Hong Kong
A group of concerned citizens and NGOs including Greenpeace has urged the Hong Kong government to curb the illegal trade of endangered species, releasing a research paper (pdf) on Dec. 16. There’s strong demand from mainland China, where exotic plants and animals (or parts of them) are prized in traditional Chinese medicine.
Officials have so far refused to acknowledge that Hong Kong, a major logistics center, has become a bustling hub for the trafficking of endangered species. But numbers from the government’s own departments suggest it is—and a fast-growing one at that. Hong Kong’s environmental protection bureau and conservation department have each kept track of cases.
Hong Kong’s customs department can inspect only a small fraction of incoming cargo and estimates it detects just one out of 10 illegal wildlife shipments.
The environmental protection bureau tracks cases involving the illegal import or export of endangered species. (It references the list of plants and animals compiled by the Convention on International Trade in Endangered Species of Wild Fauna and Flora, or CITES.) The number of such cases jumped 350% from 2010 to the end of 2014. Measured by weight, the amount of product seized went from 3.4 to 138.4 metric tons during that time. From January till the end of September this year, cases are up nearly 400% from the same year-ago period.
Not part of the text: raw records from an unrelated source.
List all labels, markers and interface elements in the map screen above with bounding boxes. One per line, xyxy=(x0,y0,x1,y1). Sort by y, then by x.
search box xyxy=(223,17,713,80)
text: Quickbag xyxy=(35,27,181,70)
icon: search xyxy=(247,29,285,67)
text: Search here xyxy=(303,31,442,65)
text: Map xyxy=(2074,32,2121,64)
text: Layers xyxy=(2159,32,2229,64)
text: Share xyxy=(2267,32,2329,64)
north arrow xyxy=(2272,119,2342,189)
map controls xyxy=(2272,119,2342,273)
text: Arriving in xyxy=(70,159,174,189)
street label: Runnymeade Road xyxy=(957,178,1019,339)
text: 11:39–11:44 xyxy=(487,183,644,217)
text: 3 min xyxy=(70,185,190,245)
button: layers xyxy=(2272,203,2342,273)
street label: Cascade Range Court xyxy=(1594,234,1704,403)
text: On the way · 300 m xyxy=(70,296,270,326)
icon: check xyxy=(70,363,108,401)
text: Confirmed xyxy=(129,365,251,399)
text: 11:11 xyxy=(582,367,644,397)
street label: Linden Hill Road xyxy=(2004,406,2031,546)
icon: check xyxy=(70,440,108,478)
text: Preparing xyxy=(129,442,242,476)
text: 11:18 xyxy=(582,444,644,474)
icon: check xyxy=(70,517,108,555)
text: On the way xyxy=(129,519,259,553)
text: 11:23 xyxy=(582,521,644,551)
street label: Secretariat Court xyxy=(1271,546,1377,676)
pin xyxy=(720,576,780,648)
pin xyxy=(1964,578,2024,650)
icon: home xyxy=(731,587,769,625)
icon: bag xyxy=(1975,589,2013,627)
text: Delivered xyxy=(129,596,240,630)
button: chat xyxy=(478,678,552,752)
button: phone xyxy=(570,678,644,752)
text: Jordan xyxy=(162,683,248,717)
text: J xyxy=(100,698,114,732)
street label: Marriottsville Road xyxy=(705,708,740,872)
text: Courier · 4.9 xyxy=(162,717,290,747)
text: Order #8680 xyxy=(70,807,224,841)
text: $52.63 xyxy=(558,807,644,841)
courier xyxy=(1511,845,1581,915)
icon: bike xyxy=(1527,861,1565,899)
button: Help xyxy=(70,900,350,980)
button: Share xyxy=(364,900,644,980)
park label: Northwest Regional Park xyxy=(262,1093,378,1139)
Noting that Hong Kong has the world’s busiest cargo airport, the third-largest passenger airport, and the fourth-largest deep-water port, the report states:
Hotspots where wildlife trafficking is rife include the Chinese borders, particularly China’s border with Hong Kong… Utilizing Hong Kong’s free port status, the multi-billion dollar wildlife trade industry uses air and sea entry points to access the mainland. Annually, more CITES seizures are made at the international border between Hong Kong and China than at any other border in China.
As if to highlight the problem, the morning after the report went public, marine police arrested eight smugglers headed from Hong Kong to the mainland. They confiscated pangolin meat worth almost HK$1.5 million (US$193,500).
No endangered wild mammal is subject to more illegal trading than the pangolin, which has scales and other body parts that many Chinese believe to have medicinal properties. And there’s no demand shortage for other endangered animals, or parts of them, including ivory, rhino horns, and the totoaba fish. The latter’s swim bladder sells for so much it’s drawn comparisons to cocaine.